Es ist das Jahr 1985, Berlin durch die Mauer geteilt. Marc, der Ost-Berliner Junge, hat Ärger, weil er sich im Unterricht kritisch äußert. Die DDR, findet er, sei ein Unrechtsstaat. „Wer diskutiert, ist ein Schädling“, entgegnet sein Lehrer und droht, ihn ins Heim zu stecken. Ben, der Junge aus dem Westen, der als Gast-Leichtathlet mit einer Sportlergruppe an Jugendspielen in Ost-Berlin teilnimmt, fällt aus allen Wolken, als ihm Marc den Pass wegnimmt. Er wolle nur solange im Westen bleiben, verspricht Marc, bis er seine Mutter gefunden hat. Die war aus der DDR geflohen, als Marc fünf Jahre alt war. Seitdem lebt der Junge bei seiner Oma.

Die pfiffige Großmutter merkt sofort, dass sie nicht ihren Enkel vor sich hat, als der Junge nach Hause kommt. Ben berichtet ihr alles. Sie will ihm helfen. Doch schnell wird klar, dass die einfache Logik der Jungen zum Scheitern verurteilt ist. Die Grenze ist streng bewacht, die Polizei hält Ben für Marc, und selbst als Bens bester Kumpel Andreas den Pass über die Grenze schmuggelt und Ben in Ost-Berlin trifft, geht die Rechnung nicht auf – denn es fehlt der zugehörige Passierschein. Zurück in den Westen aber darf Ben nur mit beidem. Was bleibt, ist die Flucht über den Todesstreifen. Kleine Ungereimtheiten in der Handlung sind diesem spannenden Mauer-Krimi zu verzeihen. Das Ende kommt unerwartet und ein bisschen gewollt, trotzdem: Klare Leseempfehlung!

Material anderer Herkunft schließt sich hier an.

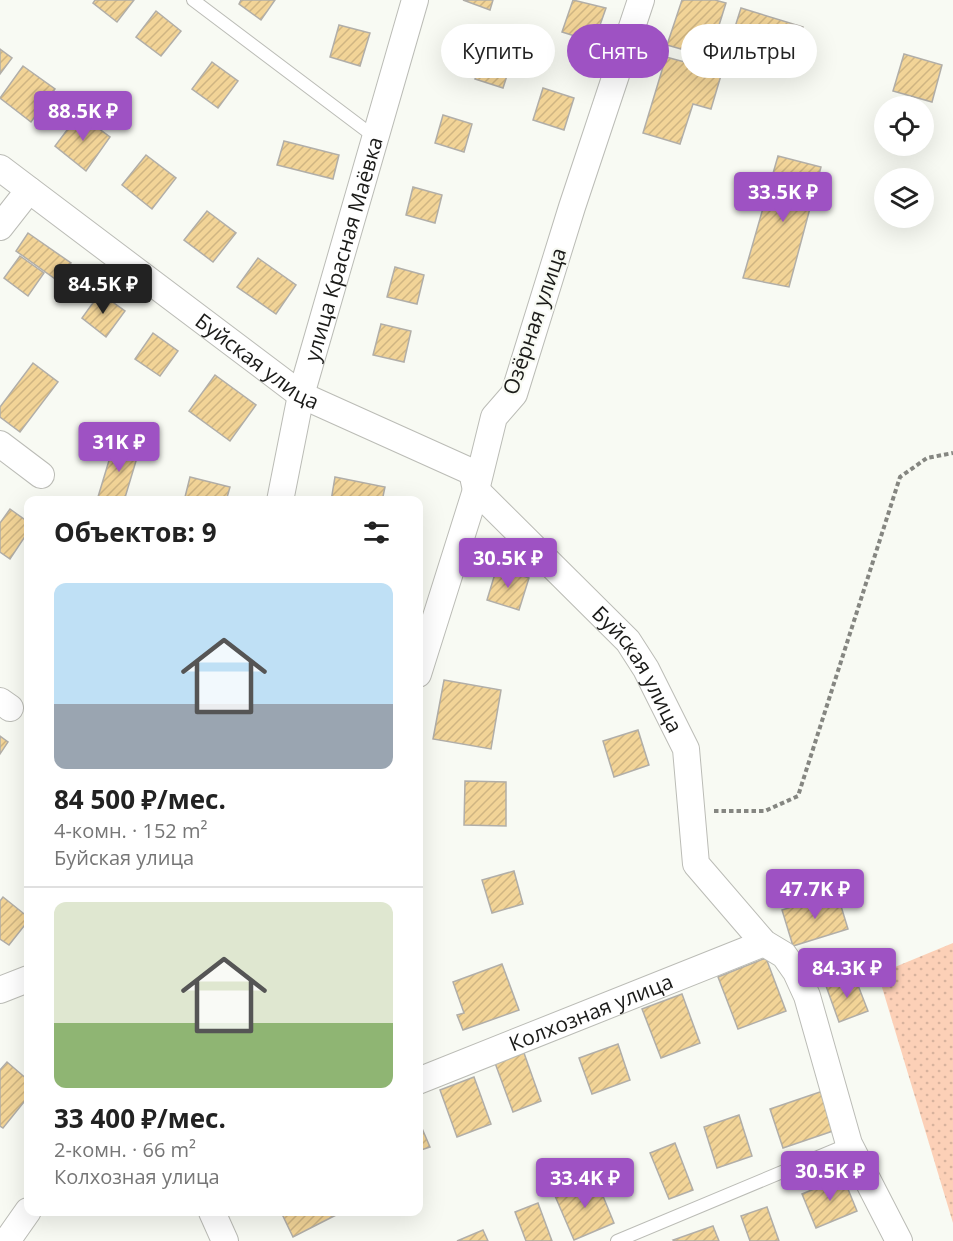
<!DOCTYPE html>
<html lang="ru">
<head>
<meta charset="utf-8">
<style>
	body { margin:0; font-family:"Open Sans",sans-serif; background:#f2f2f2; color:#222; height:100vh; display:flex; flex-direction:column; font-size:22px; white-space:nowrap }
	* { box-sizing:border-box; margin:0 }
	p { font-size:20px; color:#767676 }
	.icon { flex:none; width:33px; height:33px; fill:none; stroke:currentColor; stroke-width:2; stroke-linecap:round; stroke-linejoin:round }
	.map { position:relative; flex:1; overflow:hidden }
	.details { position:absolute; left:24px; top:496px; width:399px; height:720px; display:flex; flex-direction:column; background:#fff; border-radius:12px; box-shadow:0 6px 24px #0002 }
	.details>* { flex:none }
	.banner { position:absolute; left:441px; top:24px; width:422px; height:54px; display:flex; gap:12px }
	.buttons { position:absolute; left:874px; top:96px; display:grid; gap:12px }
	.buttons a { display:grid; place-items:center; width:60px; height:60px; border-radius:50%; background:#fff; box-shadow:0 6px 24px #0002; font-size:30px }
	.price { position:absolute; translate:-50% -51px; padding:0 14px; border-radius:6px; background:#9e52c3; color:#fff; font-size:20px; line-height:39px; filter:drop-shadow(0 2px 3px #0008) }
	.price::after { content:''; position:absolute; left:50%; top:36px; width:18px; height:14px; margin-left:-9px; background:inherit; clip-path:polygon(0 0,100% 0,50% 100%) }
	.price.active { background:#222; color:#fff }
	ul { padding:0; list-style:none }
	li { display:grid; align-content:center; gap:12px; height:318px; padding:0 30px }
	li+li { border-top:2px solid #e0e0e0 }
	li span { display:grid; place-items:center; height:186px; border-radius:12px; color:#555 }
	li>.icon { margin-inline-start:auto }
	span .icon { width:108px; height:108px; fill:#fffc; stroke-width:1 }
	li b { font-size:26px }
	h2 { display:flex; justify-content:space-between; align-items:center; height:72px; padding:0 30px; font-size:26px }
	.tag { padding:0 21px; border-radius:27px; background:#fff; box-shadow:0 6px 24px #0002; font-size:21px; line-height:54px }
	.tag.active { background:#9e52c3; color:#fff }
	.map>svg:first-child { display:block }
</style>
</head>
<body>
<div class="map">
<svg width="953" height="1241" viewBox="0 0 953 1241">
	<defs>
		<pattern id="grass-dots" width="8" height="8" patternUnits="userSpaceOnUse" patternTransform="scale(1.5)"><rect width="8" height="8" fill="#fcd0b7"/><path d="M2 2h.1M6 6h.1" fill="none" stroke="#d7b29d" stroke-width="1.8" stroke-linecap="round"/></pattern>
		<pattern id="building-hatch" width="6" height="6" patternUnits="userSpaceOnUse" patternTransform="scale(1.5)"><rect width="6" height="6" fill="#f2d497"/><path d="M-1 1l2-2M0 6l6-6M5 7l2-2" fill="none" stroke="#cfb582"/></pattern>
	</defs>
	<rect width="100%" height="100%" fill="#f8faf3"/>
	<path fill="url(#grass-dots)" d="M953,943V1223L878,974Z"/>
	<g fill="url(#building-hatch)" stroke="#b1aea8" stroke-width="1.5">
		<path d="M95,0H134L117,22L93,3Z"/>
		<path d="M241,0H275L261,20L239,4Z"/>
		<path d="M463,0H493L490,10Z"/>
		<path d="M573,0L606,8L594,42L562,32Z"/>
		<path d="M682,0H715L726,3L709,57L667,45Z"/>
		<path d="M741,8L803,27L793,64L729,46Z"/>
		<path d="M156,11L181,31L161,56L136,37Z"/>
		<path d="M339,25L370,33L360,66L330,57Z"/>
		<path d="M0,49L12,58L0,74Z"/>
		<path d="M484,52L512,60L503,88L475,79Z"/>
		<path d="M904,54L942,65L932,102L893,91Z"/>
		<path d="M666,57L722,72L711,109L693,104L680,144L643,133Z"/>
		<path d="M212,62L238,81L218,108L192,89Z"/>
		<path d="M23,66L55,89L31,122L0,98Z"/>
		<path d="M543,88L574,98L564,130L533,120Z"/>
		<path d="M79,114L110,137L86,171L55,146Z"/>
		<path d="M443,115L472,124L464,152L435,143Z"/>
		<path d="M284,141L339,155L333,179L277,165Z"/>
		<path d="M146,155L176,178L152,209L122,185Z"/>
		<path d="M778,156L821,167L789,287L743,278Z"/>
		<path d="M413,187L442,195L435,223L406,215Z"/>
		<path d="M207,211L236,233L213,262L184,240Z"/>
		<path d="M28,233L71,263L58,281L16,251Z"/>
		<path d="M20,256L44,273L28,296L4,278Z"/>
		<path d="M258,258L296,285L276,314L237,287Z"/>
		<path d="M395,267L424,275L417,304L387,297Z"/>
		<path d="M100,293L125,311L106,337L82,318Z"/>
		<path d="M381,324L411,331L404,362L373,355Z"/>
		<path d="M153,333L178,351L160,376L135,359Z"/>
		<path d="M33,363L58,382L20,432L0,417V407Z"/>
		<path d="M215,375L256,405L230,441L189,411Z"/>
		<path d="M114,444L139,451L124,501L98,497Z"/>
		<path d="M190,477L230,487L226,501H184Z"/>
		<path d="M335,477L385,487L382,501H331Z"/>
		<path d="M10,509L28,522V532L10,559L0,552V523Z"/>
		<path d="M497,567L529,578L519,610L487,600Z"/>
		<path d="M444,680L501,690L491,749L433,739Z"/>
		<path d="M638,730L649,765L614,777L603,741Z"/>
		<path d="M0,736L8,742L0,754Z"/>
		<path d="M465,781L506,782V826L464,825Z"/>
		<path d="M514,871L523,904L492,913L482,880Z"/>
		<path d="M837,893L848,929L793,946L782,910Z"/>
		<path d="M3,897L28,917V921L9,945L0,939V901Z"/>
		<path d="M766,958L786,1011L738,1029L718,977Z"/>
		<path d="M502,964L519,1010L463,1030L457,1015L464,1013L453,982Z"/>
		<path d="M854,975L868,1011L839,1022L826,986Z"/>
		<path d="M682,994L700,1043L661,1058L642,1009Z"/>
		<path d="M618,1044L630,1080L592,1094L579,1058Z"/>
		<path d="M524,1053L541,1101L513,1112L495,1063Z"/>
		<path d="M7,1062L28,1080V1097L3,1128L0,1126V1070Z"/>
		<path d="M474,1077L491,1124L457,1137L440,1090Z"/>
		<path d="M823,1091L836,1130L783,1148L770,1109Z"/>
		<path d="M739,1115L752,1156L717,1168L704,1127Z"/>
		<path d="M418,1119L430,1147L418,1151Z"/>
		<path d="M675,1143L693,1190L669,1199L650,1153Z"/>
		<path d="M843,1177L857,1211L816,1228L802,1194Z"/>
		<path d="M596,1179L614,1223L574,1240L555,1196Z"/>
		<path d="M538,1203L552,1241H526L515,1212Z"/>
		<path d="M767,1207L779,1241H750L741,1216Z"/>
		<path d="M281,1212H342L293,1237Z"/>
		<path d="M713,1226L719,1241H674L673,1240Z"/>
		<path d="M483,1230L488,1241H457Z"/>
	</g>
	<g fill="none" stroke-linecap="round" stroke-linejoin="round">
		<defs>
			<g id="service">
				<path d="M193,0L376,138"/>
				<path d="M617,1241L849,1144"/>
			</g>
			<g id="minor">
				<path id="s1" d="M0,168L301,395L472,472L476,490L628,641L646,669L686,749L696,864L764,943L784,955L796,972L807,996L849,1144L899,1241"/>
				<path d="M0,227L29,190"/>
				<path d="M0,444L41,475"/>
				<path id="s2" d="M280,501L301,395L415,0"/>
				<path d="M418,674L476,490L494,417L514,394L572,207L641,0"/>
				<path d="M0,701L10,708"/>
				<path d="M0,990L28,979"/>
				<path id="s3" d="M418,1081L764,943"/>
				<path d="M212,1212L225,1241"/>
				<path d="M7,1241L28,1211"/>
			</g>
		</defs>
		<use href="#service" stroke="#bbbcb6" stroke-width="14"/>
		<use href="#minor" stroke="#bbbcb6" stroke-width="28"/>
		<path stroke="#858681" stroke-width="4" stroke-dasharray="4.5 3" stroke-linecap="butt" d="M714,811H765L798,796L900,477L927,458L953,453"/>
		<use href="#service" stroke="#fff" stroke-width="12"/>
		<use href="#minor" stroke="#fff" stroke-width="26"/>
	</g>
	<g text-anchor="middle" dominant-baseline="central" stroke-width="4.5" stroke-linejoin="round" paint-order="stroke">
		<g font-size="21" fill="#1b1b19" stroke="#f8faf3">
			<text stroke="none"><textPath href="#s2" startOffset="260">улица Красная Маёвка</textPath></text>
			<text transform="translate(534 321) rotate(-71)">Озёрная улица</text>
			<text stroke="none"><textPath href="#s1" startOffset="322">Буйская улица</textPath></text>
			<text stroke="none"><textPath href="#s1" startOffset="826">Буйская улица</textPath></text>
			<text stroke="none"><textPath href="#s3" startOffset="186">Колхозная улица</textPath></text>
		</g>
	</g>
</svg>
<div class="buttons">
<a><svg class="icon" aria-label="locate" viewBox="0 0 24 24"><circle cx="12" cy="12" r="6"/><path d="M12 2v4M12 18v4M2 12h4M18 12h4"/></svg></a>
<a><svg class="icon" aria-label="layers" viewBox="0 0 24 24"><path d="M12 4l9 5-9 5-9-5zM3 14l9 5 9-5"/></svg></a>
</div>
<b class="price" style="left:83px;top:142px">88.5K ₽</b>
<b class="price" style="left:783px;top:223px">33.5K ₽</b>
<b class="price active" style="left:103px;top:315px">84.5K ₽</b>
<b class="price" style="left:119px;top:473px">31K ₽</b>
<b class="price" style="left:508px;top:589px">30.5K ₽</b>
<b class="price" style="left:815px;top:920px">47.7K ₽</b>
<b class="price" style="left:847px;top:999px">84.3K ₽</b>
<b class="price" style="left:830px;top:1202px">30.5K ₽</b>
<b class="price" style="left:585px;top:1209px">33.4K ₽</b>
<div class="banner">
<a class="tag">Купить</a>
<a class="tag active">Снять</a>
<a class="tag">Фильтры</a>
</div>
<section class="details">
<h2>Объектов: 9<svg class="icon" aria-label="filters" viewBox="0 0 24 24"><path d="M4 7h16M4 17h16"/><circle cx="9" cy="7" r="2"/><circle cx="15" cy="17" r="2"/></svg></h2>
<ul>
<li><span style="background:linear-gradient(#bfe0f5 65%,#9aa5b1 0)"><svg class="icon" aria-label="home" viewBox="0 0 24 24"><path d="M3 11l9-7 9 7M6 9v11h12V9"/></svg></span><div><b>84 500 ₽/мес.</b><p>4-комн. · 152 m²</p><p>Буйская улица</p></div></li>
<li><span style="background:linear-gradient(#dfe7d0 65%,#8fb573 0)"><svg class="icon" aria-label="home" viewBox="0 0 24 24"><path d="M3 11l9-7 9 7M6 9v11h12V9"/></svg></span><div><b>33 400 ₽/мес.</b><p>2-комн. · 66 m²</p><p>Колхозная улица</p></div></li>
</ul>
</section>
</div>
</body>
</html>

Helen Endemann: Todesstreifen. Rowohlt, 256 Seiten broschiert, 14 Euro, als E-Book 9,99 Euro. Ab 13 Jahre.

Grenzgänger

Grenzgänger hießen bis zum Sommer 1961, ehe die Mauer gebaut wurde, Menschen, die täglich von Ost- nach West-Berlin pendelten, etwa zwischen ihrer Wohnung und ihrer Arbeitsstelle. So wie Julian. Er hat einen weiteren Grund: Seine Freundin Heike lebt im Westen. Das Glück gerät zum Drama, als die Teilung kommt. Die Mauer trennt auch Julian und Heike. Zuvor war die Grenze zwischen West- und Ost-Berlin zwar gezogen, aber durchlässig gewesen. Weil mehr und mehr Menschen aus Ost-Berlin und der DDR beschließen, im Westen zu bleiben und dazu den Weg über West-Berlin wählen, greift der Staat hart durch. Er riegelt das Land ab. Nach dem Mauerbau bekommt Julian im Osten die Härte der DDR zu spüren. Er findet keine Arbeit, er ist stigmatisiert. Er will nur noch weg. Der einzige Weg ist nun eine riskante Flucht. Sie gelingt ihm, fordert aber zwei Generationen lang Opfer in Julians Familie. Damit sind nicht nur Druck und gesellschaftliche Ausgrenzung gemeint, die Teilung fordert auch Menschenleben aus den Reihen der Niemöllers. Erst Julians jüngste Cousine Sybille wird Freiheit erfahren. Als am 9. November 1989, nach 28 Jahren, die Mauer „fällt”, ist die 19-Jährige mittendrin.

Die Niederländerin Aline Sax ist eine Nachgeborene, sie kennt die DDR nur aus Geschichten. Diesen hat sie teils fasziniert, teils beklommen gelauscht, und die dramatischen Schicksale der Menschen im Osten ließen sie nicht mehr los. Mit viel Einfühlungsvermögen erzählt Sax drei Lebensläufe in einer DDR-Familie, stimmig und gut nachvollziehbar. Der Roman weckt hohe Erwartungen, denen er größtenteils mehr als gerecht wird. Einzig stört, dass weder Julians Schicksal im ersten Drittel des Buches noch das seiner Nichte Marthe im zweiten ganz aufgeklärt werden. Das Wissen, dass beide überleben, stellt den Leser nicht zufrieden.

Aline Sax: Grenzgänger. Urachhaus, 490 Seiten gebunden, 19 Euro. Ab 14 Jahre.